Rizzardi pensó un instante antes de contestar:

– Creo que sí, o casi. Quizá, durante un momento, se dio cuenta de lo que le pasaba, pero pensaría que era una embolia o un infarto. De todos modos, antes de que pudiera descubrir lo que era, ya estaba muerto.

– ¿Y qué es lo que causa la muerte?

– Todo se para. Simplemente, todo deja de funcionar: el corazón, los pulmones, el cerebro.

– ¿En segundos?

– Sí. Cinco. Diez como máximo.

– No es de extrañar que esa gente lo use.

– ¿Qué gente?

– Los espías, en las novelas. Cápsulas que llevan en muelas huecas.

– Hum -hizo Rizzardi. Si la comparación de Brunetti le sorprendía, no lo demostró-. Sí, indudablemente, es rápido, pero otros son mucho más mortíferos. -Al ver que Brunetti levantaba las cejas en señal de sorpresa, explicó-: El botulismo. La misma cantidad, podría matar a la mitad de la población italiana.

Parecía que poco más iba a dar de sí el tema, a pesar del evidente entusiasmo que por él demostraba el médico, y Brunetti preguntó:

– ¿Hay algo más?

– Por lo visto, llevaba unas semanas bajo tratamiento. ¿Sabe si tenía un resfriado, gripe o algo por el estilo?

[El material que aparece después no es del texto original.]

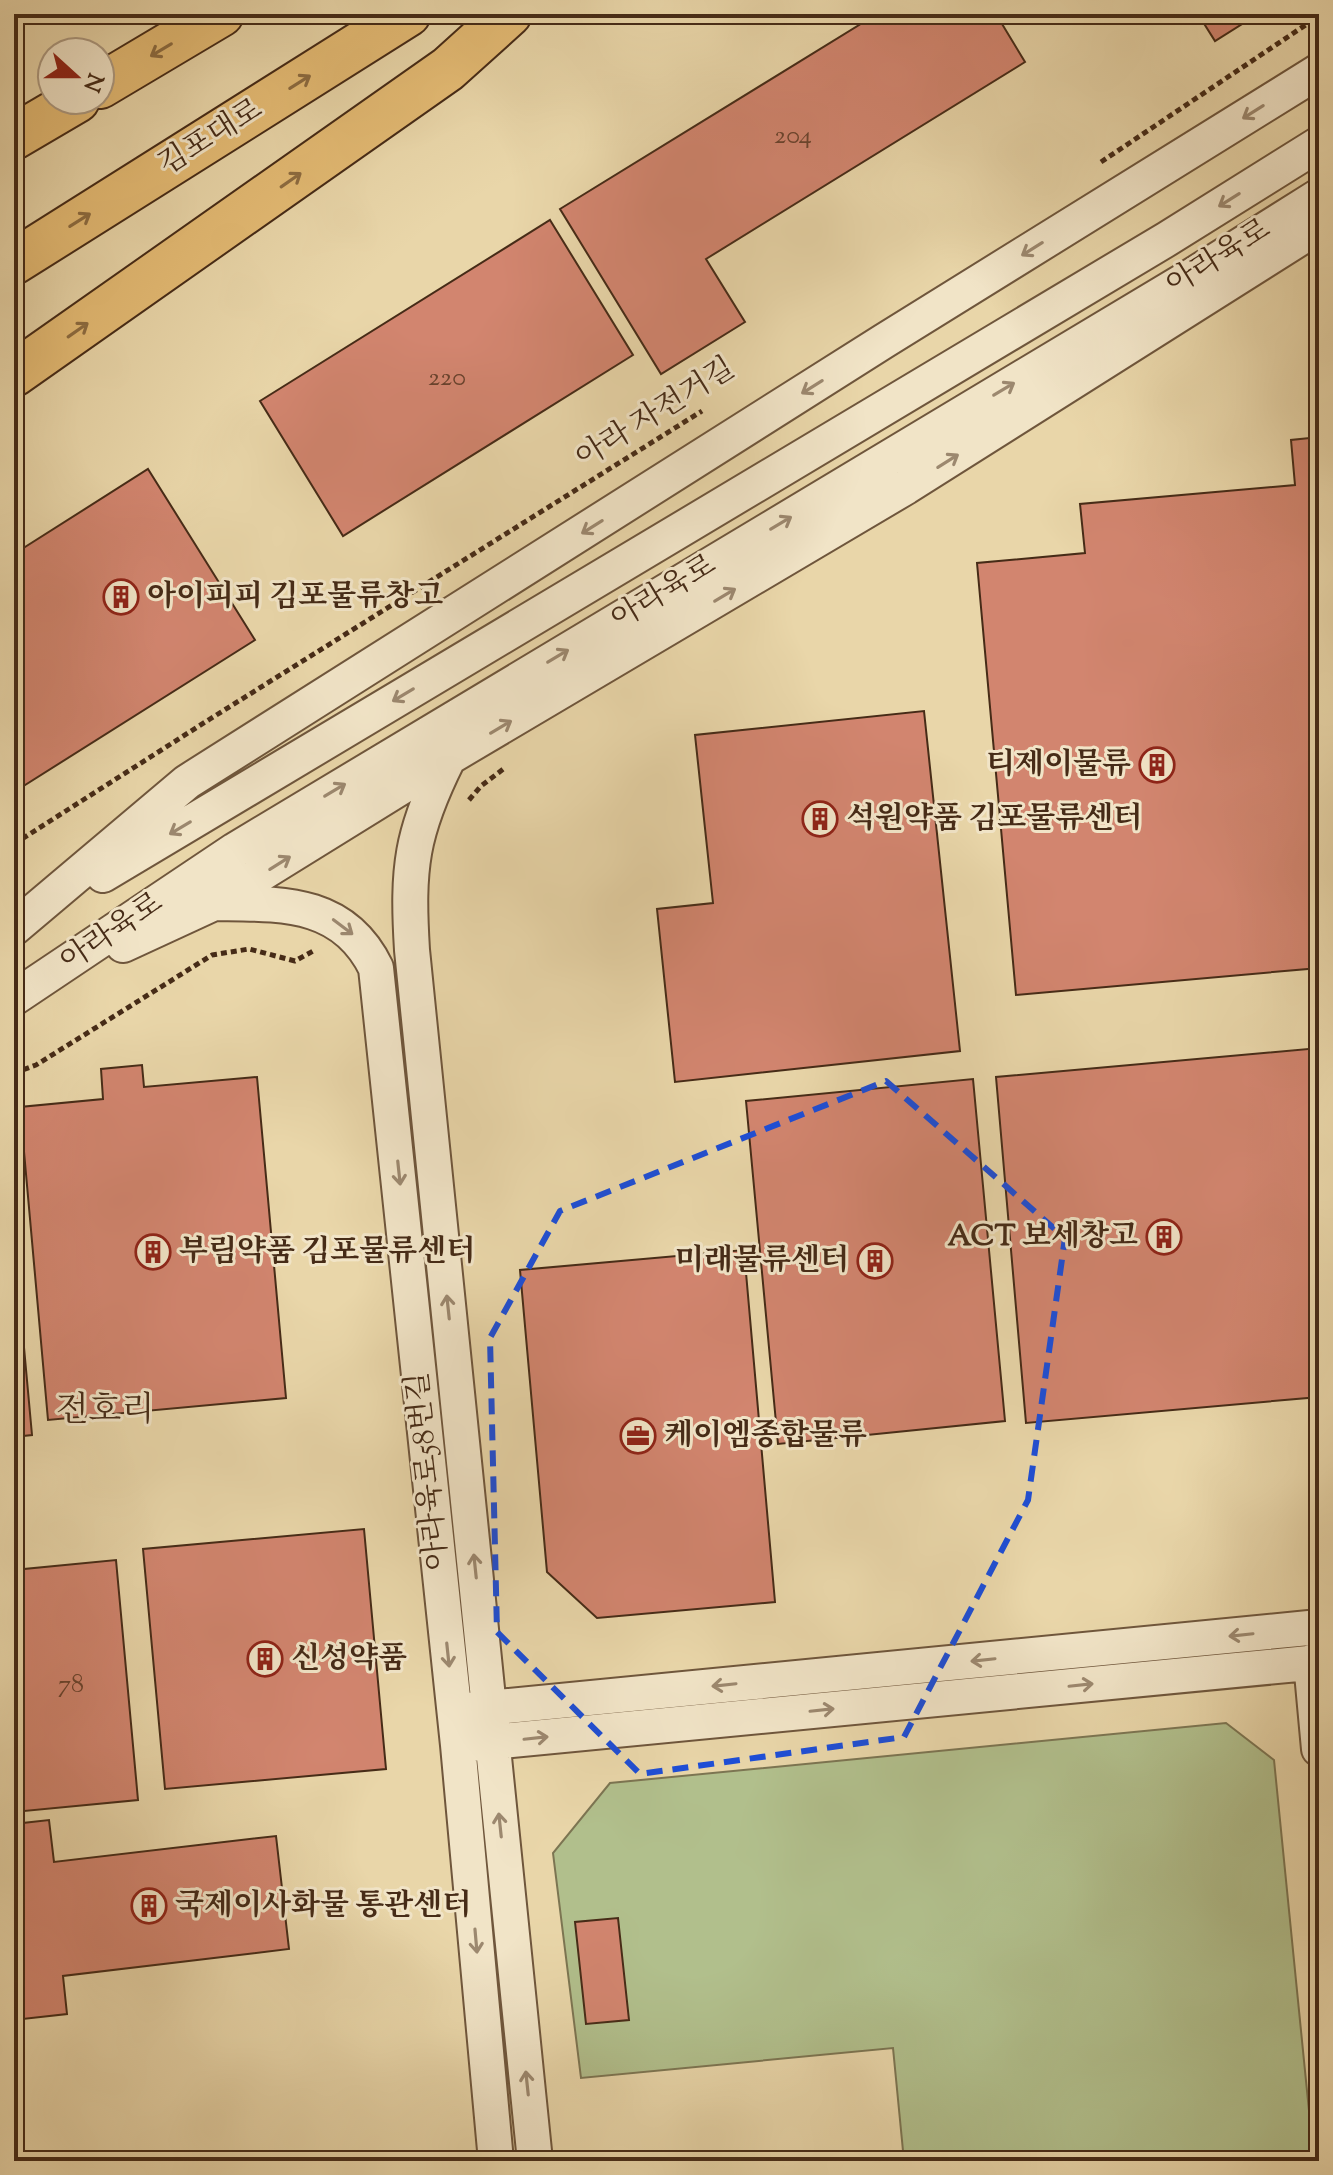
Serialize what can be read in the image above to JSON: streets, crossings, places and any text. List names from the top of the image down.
{
  "streets": {
    "main road": ["김포대로"],
    "street": ["아라육로", "아라육로58번길"],
    "path": ["아라 자전거길"]
  },
  "districts": ["전호리"],
  "places": {
    "building": [
      "아이피피 김포물류창고",
      "티제이물류",
      "석원약품 김포물류센터",
      "ACT 보세창고",
      "부림약품 김포물류센터",
      "미래물류센터",
      "신성약품",
      "국제이사화물 통관센터"
    ],
    "office": ["케이엠종합물류"]
  },
  "house_numbers": ["204", "220", "78"],
  "north": "right"
}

– No -dijo Brunetti sacudiendo la cabeza-. Todavía no sabemos nada. ¿Por qué?

– En el cuerpo hay señales de inyecciones. No se aprecian signos de abuso de drogas, por lo que supongo que se trata de antibióticos, o de vitaminas, una medicación normal. En realidad, las marcas son tan débiles que quizá ni inyecciones eran. Pequeñas magulladuras, tal vez.

– ¿Y dice que, de drogas, nada?

– No; no es probable -dijo el médico-. Hubiera podido pincharse fácilmente en el muslo izquierdo, porque era diestro. Pero no en el brazo derecho ni en la nalga izquierda, donde están las señales. Y, como le digo, tenía una salud excelente. Si hubiera tomado drogas, yo hubiera observado indicios. -Hizo una pausa-. Además, no estoy seguro de lo que son. En el informe pondré «pequeños hematomas subcutáneos». -Por su tono de voz, Brunetti comprendió que aquellas señales le parecían una trivialidad y que ya le pesaba haberlas mencionado.

– ¿Algo más?

– Nada más. Quien haya hecho esto, le ha robado por lo menos diez años de vida.

Como era habitual en él, Rizzardi no demostró ni, probablemente, sentía curiosidad alguna acerca de quién pudiera haber cometido el crimen. Durante los años que hacía que se conocían, Brunetti nunca había oído al doctor preguntar por el criminal. A veces, mostraba interés y hasta fascinación cuando el crimen era imaginativo, pero nunca parecía importarle quién lo había cometido ni si era descubierto.

– Gracias, Ettore -dijo Brunetti, estrechando la mano del médico-. Ojalá trabajaran tan aprisa los del laboratorio.

– Dudo que su curiosidad sea tan fuerte como la mía -dijo Rizzardi, reafirmando a Brunetti en la convicción de que nunca entendería a aquel hombre.